Dataset entries
***

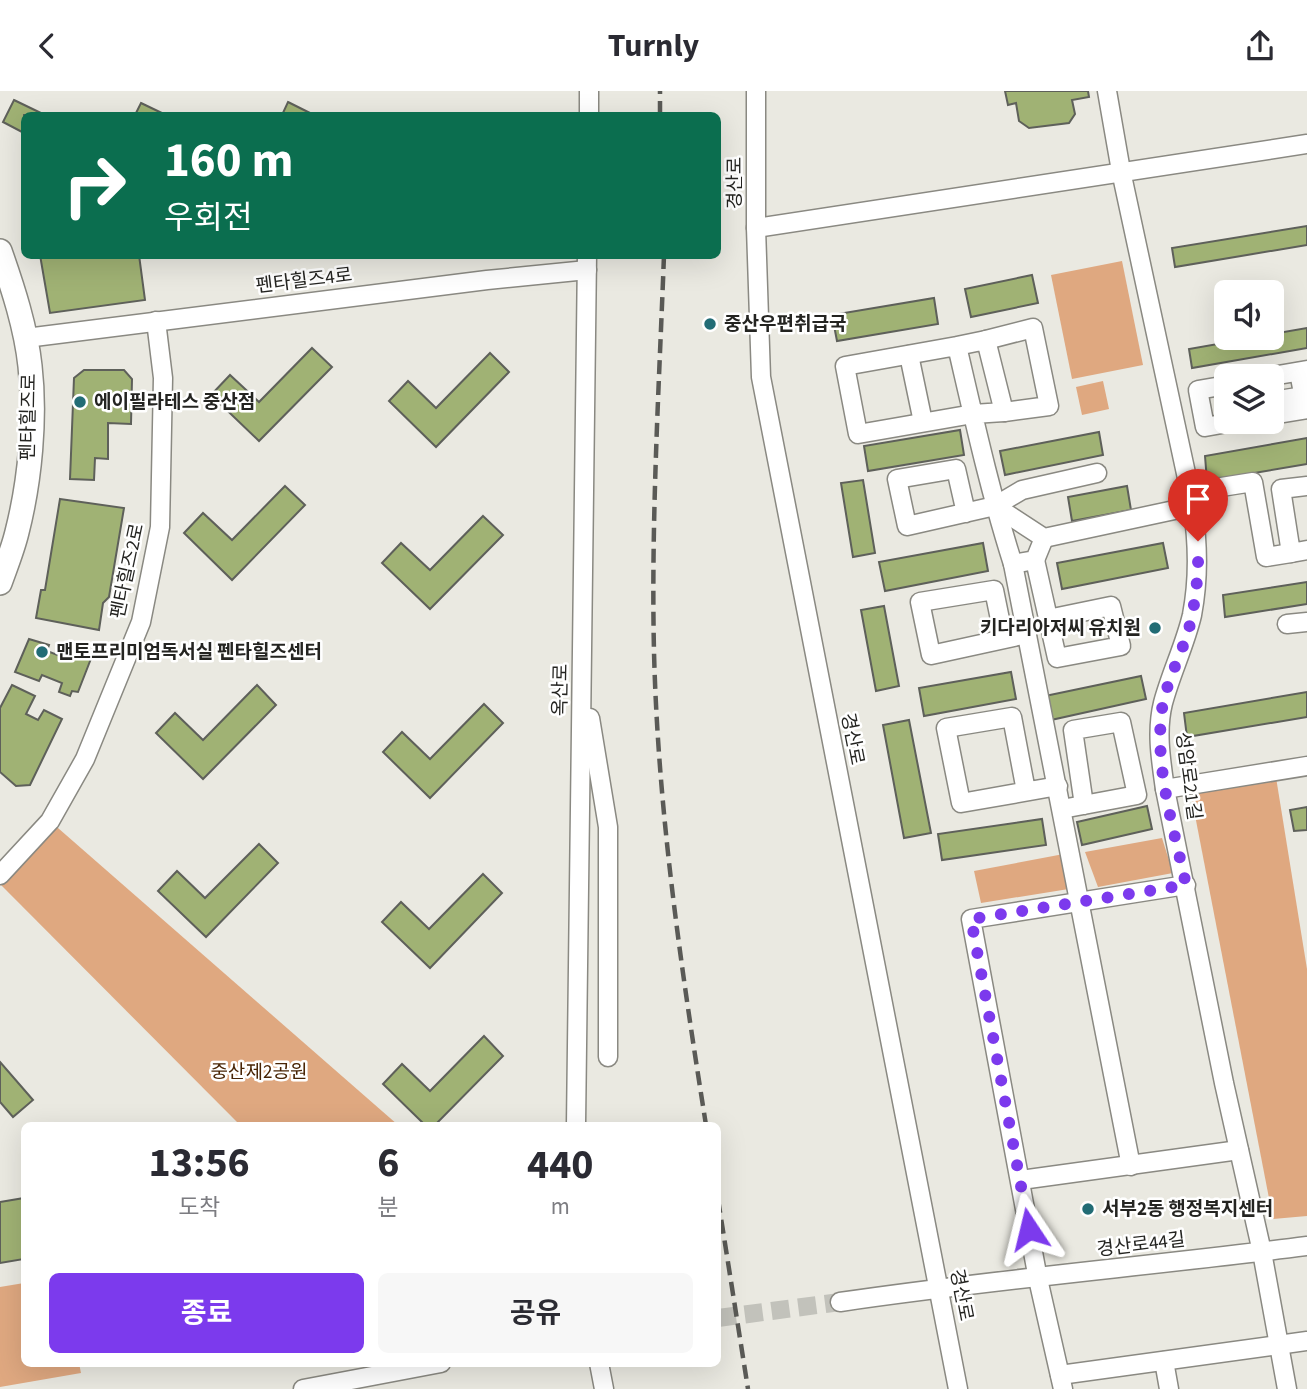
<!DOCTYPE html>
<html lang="ko">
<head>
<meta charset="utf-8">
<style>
	:root { --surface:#fff; --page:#f7f7f7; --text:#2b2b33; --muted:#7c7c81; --accent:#7c3aed }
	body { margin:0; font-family:"Source Sans 3","Noto Sans KR",sans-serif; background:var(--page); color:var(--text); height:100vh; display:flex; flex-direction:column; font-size:26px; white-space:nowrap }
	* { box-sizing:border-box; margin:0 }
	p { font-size:23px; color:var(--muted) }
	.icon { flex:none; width:38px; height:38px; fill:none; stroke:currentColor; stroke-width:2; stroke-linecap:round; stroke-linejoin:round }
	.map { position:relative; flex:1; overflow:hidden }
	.sheet { position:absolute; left:21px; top:1031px; width:700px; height:245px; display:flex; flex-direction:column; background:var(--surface); border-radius:10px; box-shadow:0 7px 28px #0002 }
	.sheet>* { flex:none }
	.banner { position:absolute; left:21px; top:21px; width:700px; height:147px; border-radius:10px; box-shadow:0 7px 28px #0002; background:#0b6e4f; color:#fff; overflow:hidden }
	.buttons { position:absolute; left:1214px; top:189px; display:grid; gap:14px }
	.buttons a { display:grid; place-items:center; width:70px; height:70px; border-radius:10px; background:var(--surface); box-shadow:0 7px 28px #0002; font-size:35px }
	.pin { position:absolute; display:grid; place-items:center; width:60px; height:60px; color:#fff; margin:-72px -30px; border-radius:50% 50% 50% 0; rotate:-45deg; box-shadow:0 0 7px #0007 }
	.pin .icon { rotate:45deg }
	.me { position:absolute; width:77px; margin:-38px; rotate:350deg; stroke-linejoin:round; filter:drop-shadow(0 0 5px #0008) }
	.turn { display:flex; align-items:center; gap:24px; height:147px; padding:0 28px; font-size:32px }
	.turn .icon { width:91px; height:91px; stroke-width:2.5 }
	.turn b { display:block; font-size:49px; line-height:60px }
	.eta { display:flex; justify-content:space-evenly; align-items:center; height:119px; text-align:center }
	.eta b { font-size:42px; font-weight:700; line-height:49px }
	.primary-button { display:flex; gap:14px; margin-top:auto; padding:14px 28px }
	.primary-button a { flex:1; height:80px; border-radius:10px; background:var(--accent); color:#fff; font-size:28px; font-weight:700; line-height:80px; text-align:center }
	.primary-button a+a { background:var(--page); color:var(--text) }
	header { display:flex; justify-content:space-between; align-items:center; height:91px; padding:0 28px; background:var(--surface); font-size:32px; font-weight:700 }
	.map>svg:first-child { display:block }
	.green { fill:#dfa880 }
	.building { fill:#a0b274; stroke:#5e605a; stroke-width:2 }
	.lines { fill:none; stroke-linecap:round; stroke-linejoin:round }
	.minor-tunnel { stroke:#c2c2bb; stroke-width:18; stroke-dasharray:18 9; stroke-linecap:butt }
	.minor-casing { stroke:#8a8982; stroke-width:21 }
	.major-casing { stroke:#8a8982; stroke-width:26 }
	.minor { stroke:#fff; stroke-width:18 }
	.major { stroke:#fff; stroke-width:23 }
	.rail { stroke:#5a5a56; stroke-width:4.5; stroke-dasharray:14 7; stroke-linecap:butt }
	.route { stroke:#7c3aed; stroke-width:12; stroke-dasharray:0 21.6 }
	.poi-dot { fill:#226c75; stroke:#fff; stroke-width:2.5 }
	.labels { text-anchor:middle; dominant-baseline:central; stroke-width:5; stroke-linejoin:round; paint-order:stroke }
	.street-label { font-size:19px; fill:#242421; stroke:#fff }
	.poi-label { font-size:19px; font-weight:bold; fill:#242421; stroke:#fff; text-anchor:start }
	.park-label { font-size:19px; fill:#482404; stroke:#fff }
</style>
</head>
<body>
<header><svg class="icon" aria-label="back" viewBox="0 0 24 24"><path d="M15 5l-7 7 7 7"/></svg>Turnly<svg class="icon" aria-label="share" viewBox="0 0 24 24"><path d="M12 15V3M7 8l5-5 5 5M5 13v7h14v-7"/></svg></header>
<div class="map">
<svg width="1307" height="1298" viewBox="0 0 1307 1298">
	<rect width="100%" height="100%" fill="#eae9e1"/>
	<g class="green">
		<path d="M1122,170L1143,274L1072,288L1051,184Z"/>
		<path d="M1103,290L1109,318L1082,324L1076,296Z"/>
		<path d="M1274,674L1307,878V1125L1273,1128L1188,688Z"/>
		<path d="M50,730L398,1034H240L0,793V784Z"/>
		<path d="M1162,747L1173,782L1098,796L1085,761Z"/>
		<path d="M1069,762L1081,796L981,812L974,780Z"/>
		<path d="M24,1192V1272H79L81,1282L0,1296V1196Z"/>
	</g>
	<g class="building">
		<path d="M1005,0H1088L1089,6L1072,9L1075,23L1069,32L1029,37L1019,30L1016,12L1008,14Z"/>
		<path d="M14,9L45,24H24V42L3,31Z"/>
		<path d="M288,11L314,24H282Z"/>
		<path d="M141,12L166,24H135Z"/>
		<path d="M1307,135V154L1175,176L1172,157Z"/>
		<path d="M40,164H139L145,209L50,222Z"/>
		<path d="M1032,184L1038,212L971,226L965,198Z"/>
		<path d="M934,207L938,233L837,250L832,224Z"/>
		<path d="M1307,237V257L1192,277L1189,258L1252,247H1272V243Z"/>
		<path d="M312,257L332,276L259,350L211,304L230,284L259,311Z"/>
		<path d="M490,262L509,281L436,356L389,310L408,290L436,317Z"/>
		<path d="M84,279H124L132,288L131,333L108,332V368L95,367L94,389L70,388L74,287Z"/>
		<path d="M960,339L964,364L868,380L864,355Z"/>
		<path d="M1099,341L1103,364L1005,384L1000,360Z"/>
		<path d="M1307,347V373L1207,390L1205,365Z"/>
		<path d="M863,389L875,462L853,466L841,392Z"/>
		<path d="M285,395L305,414L232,489L184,442L203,422L232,449Z"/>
		<path d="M1127,395L1131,419L1072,430L1068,406Z"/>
		<path d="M60,408L124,417L109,506L103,512L99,539L36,527L41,499H45Z"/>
		<path d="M483,425L503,444L430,518L382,472L401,452L430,479Z"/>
		<path d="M983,452L988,480L885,500L879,471Z"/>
		<path d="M1163,452L1168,477L1062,498L1057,472Z"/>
		<path d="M1307,491V513L1225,526L1223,504Z"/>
		<path d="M884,515L899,595L876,600L861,519Z"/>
		<path d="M29,548L49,554L47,560L65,567L68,560L92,565L78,601L72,600L70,605L59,601L62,592L42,584L39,590L15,581Z"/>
		<path d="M1011,581L1016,608L924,625L919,597Z"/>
		<path d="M1141,585L1146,608L1051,629L1045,605Z"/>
		<path d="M12,594L35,605L26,623L38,629L44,619L62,628L30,694L16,695L0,681V617Z"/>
		<path d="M257,594L276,614L203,688L156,642L175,622L203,649Z"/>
		<path d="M1307,601V626L1187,646L1184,622Z"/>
		<path d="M484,613L503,632L430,707L383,661L402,641L430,668Z"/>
		<path d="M909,629L931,742L904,747L883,634Z"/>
		<path d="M1147,715L1152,738L1082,754L1077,731Z"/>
		<path d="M1307,716V739L1294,740L1290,719Z"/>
		<path d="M1042,728L1046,754L942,769L938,743Z"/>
		<path d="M259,753L278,772L206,846L158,800L177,780L205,807Z"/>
		<path d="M483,783L502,802L430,877L382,831L401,811L429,838Z"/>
		<path d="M484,945L503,965L435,1034H425L383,993L402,973L430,1000Z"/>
		<path d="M0,971L33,1009L13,1026L0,1011Z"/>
		<path d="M24,1107V1168L0,1172V1111Z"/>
	</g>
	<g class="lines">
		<path class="minor-tunnel" d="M718,1227L840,1211"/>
		<defs>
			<g id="minor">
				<path d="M756,0V137L761,286L958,1298"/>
				<path d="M1107,0L1121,80L1190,401C1198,443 1200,482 1192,524C1185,554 1171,582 1163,612C1156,640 1161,670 1165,698L1224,992L1262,1161L1287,1298"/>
				<path d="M589,24V0"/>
				<path d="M756,137L1307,53"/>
				<path d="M26,247L487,189L587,179"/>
				<path d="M986,249L1033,237L1049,315L1004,321"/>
				<path d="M957,255L986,249L1004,321L973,323L858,343L845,275L957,255C974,328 990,401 1013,473L1035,469L1044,447"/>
				<path d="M909,264L923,331"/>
				<path d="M1299,281L1306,318"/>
				<path d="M1272,285L1307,279"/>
				<path d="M1227,294L1198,299L1205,336L1233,331"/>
				<path d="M1272,310L1304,305"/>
				<path d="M1272,324L1307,318"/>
				<path d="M1307,395L1281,398L1291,462L1307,459"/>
				<path d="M1190,401L1253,391L1266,466L1291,462"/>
				<path d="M995,415L1022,399L1097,382"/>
				<path d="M966,422L956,378L897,388L907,435L995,415L1044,447L1193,415"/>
				<path d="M1035,469L1057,567L1121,555L1111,515L1048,528"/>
				<path d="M1013,473L1131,1075"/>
				<path d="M1287,533L1307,531"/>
				<path d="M1004,548L994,499L920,511L931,564L1027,543"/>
				<path d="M590,627L608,736V966"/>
				<path d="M1165,698L1307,675"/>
				<path d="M1026,700L1012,626L946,637L961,712L1058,695"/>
				<path d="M1062,718L1137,704L1121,631L1073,639L1084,714"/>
				<path d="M0,784L50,730L85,668L141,531L160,436L163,287L156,230"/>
				<path d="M576,1034L587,164"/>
				<path d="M1021,1089L1239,1059"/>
				<path d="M840,1211C995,1188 1151,1175 1307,1155"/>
				<path d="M1164,1270L1169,1298"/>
				<path d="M599,1272L604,1298"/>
				<path d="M1060,1284L1307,1250"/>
				<path d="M303,1298L441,1272"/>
				<path d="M1063,1298L1038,1188L971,828L1186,794"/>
			</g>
			<path id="major" d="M0,160C13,197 26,237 30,275C36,327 30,390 17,441C13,458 6,475 0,492"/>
		</defs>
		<use href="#minor" class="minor-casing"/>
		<use href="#major" class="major-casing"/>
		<use href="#minor" class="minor"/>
		<use href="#major" class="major"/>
		<g class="rail">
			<path d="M660,24V0"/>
			<path d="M664,164C659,297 651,429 654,561C658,720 681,877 706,1034"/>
			<path d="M718,1108L748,1298"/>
		</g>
	</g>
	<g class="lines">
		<path class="route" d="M1029,1138L971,828L1186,794C1174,737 1154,677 1162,618C1166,592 1180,566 1188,541C1196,512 1199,480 1198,450"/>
	</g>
	<g class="poi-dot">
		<circle cx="710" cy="233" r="7"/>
		<circle cx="80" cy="311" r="7"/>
		<circle cx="1155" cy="537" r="7"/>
		<circle cx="42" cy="561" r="7"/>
		<circle cx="1088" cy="1118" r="7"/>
	</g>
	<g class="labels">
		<g class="street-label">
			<text transform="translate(735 92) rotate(-90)">경산로</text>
			<text transform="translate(304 190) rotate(-7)">펜타힐즈4로</text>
			<text transform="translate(29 326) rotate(-89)">펜타힐즈로</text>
			<text transform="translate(128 480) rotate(-78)">펜타힐즈2로</text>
			<text transform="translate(561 599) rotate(-89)">옥산로</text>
			<text transform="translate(852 648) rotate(79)">경산로</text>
			<text transform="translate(1188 685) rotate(82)">성암로21길</text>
			<text transform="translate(1141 1154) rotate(-7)">경산로44길</text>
			<text transform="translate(961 1204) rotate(79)">경산로</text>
		</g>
		<g class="poi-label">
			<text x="724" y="233">중산우편취급국</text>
			<text x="94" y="311">에이필라테스 중산점</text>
			<text x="1141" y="537" text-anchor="end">키다리아저씨 유치원</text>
			<text x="56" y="561">맨토프리미엄독서실 펜타힐즈센터</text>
			<text x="1102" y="1118">서부2동 행정복지센터</text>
		</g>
		<g class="park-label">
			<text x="259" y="981">중산제2공원</text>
		</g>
	</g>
</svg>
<div class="buttons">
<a><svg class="icon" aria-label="sound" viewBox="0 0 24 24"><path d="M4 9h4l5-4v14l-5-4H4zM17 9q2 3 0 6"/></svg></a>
<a><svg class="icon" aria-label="layers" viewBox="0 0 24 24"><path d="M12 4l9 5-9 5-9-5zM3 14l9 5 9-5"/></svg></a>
</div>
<div class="pin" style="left:1198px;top:450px;background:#d93025"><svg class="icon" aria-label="arrive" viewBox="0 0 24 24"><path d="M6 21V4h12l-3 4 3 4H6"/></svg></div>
<svg class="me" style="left:1029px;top:1138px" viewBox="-20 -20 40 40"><path d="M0-17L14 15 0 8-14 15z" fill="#7c3aed" stroke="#fff" stroke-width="4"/></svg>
<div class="banner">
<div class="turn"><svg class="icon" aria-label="right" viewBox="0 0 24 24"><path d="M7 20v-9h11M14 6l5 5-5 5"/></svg><div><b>160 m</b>우회전</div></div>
</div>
<section class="sheet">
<div class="eta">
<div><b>13:56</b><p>도착</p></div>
<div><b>6</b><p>분</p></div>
<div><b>440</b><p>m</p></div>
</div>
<div class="primary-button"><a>종료</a><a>공유</a></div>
</section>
</div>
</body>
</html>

***

## Aim of the task
Each line above that holds the string "place" should be copied and shown.

## Exercise answer
	.buttons a { display:grid; place-items:center; width:70px; height:70px; border-radius:10px; background:var(--surface); box-shadow:0 7px 28px #0002; font-size:35px }
	.pin { position:absolute; display:grid; place-items:center; width:60px; height:60px; color:#fff; margin:-72px -30px; border-radius:50% 50% 50% 0; rotate:-45deg; box-shadow:0 0 7px #0007 }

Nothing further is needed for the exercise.